- Exercise description:
The listing is to be returned word for word, without its images.

[Input data]

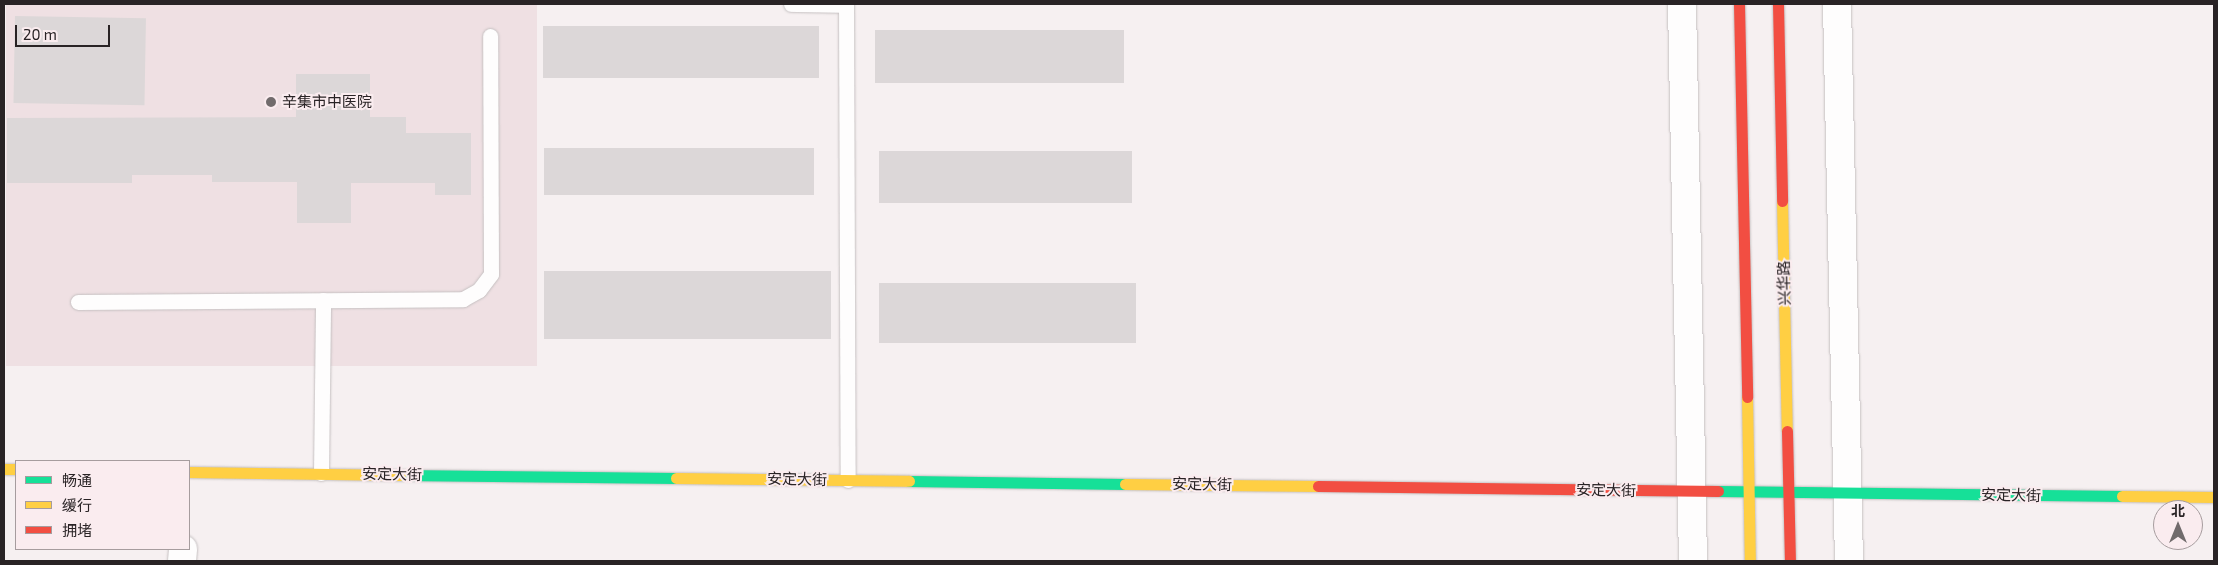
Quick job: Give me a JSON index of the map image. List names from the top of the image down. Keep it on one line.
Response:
{"streets":{"street":["兴华路","安定大街"]},"crossings":[["兴华路","安定大街"]],"places":["辛集市中医院"],"legend":["畅通","缓行","拥堵"],"scale_bar":"20 m","north":"top"}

[/Input data]

- Result of the task:
Quick job: Give me a JSON index of the map image. List names from the top of the image down. Keep it on one line.
Response:
{"streets":{"street":["兴华路","安定大街"]},"crossings":[["兴华路","安定大街"]],"places":["辛集市中医院"],"legend":["畅通","缓行","拥堵"],"scale_bar":"20 m","north":"top"}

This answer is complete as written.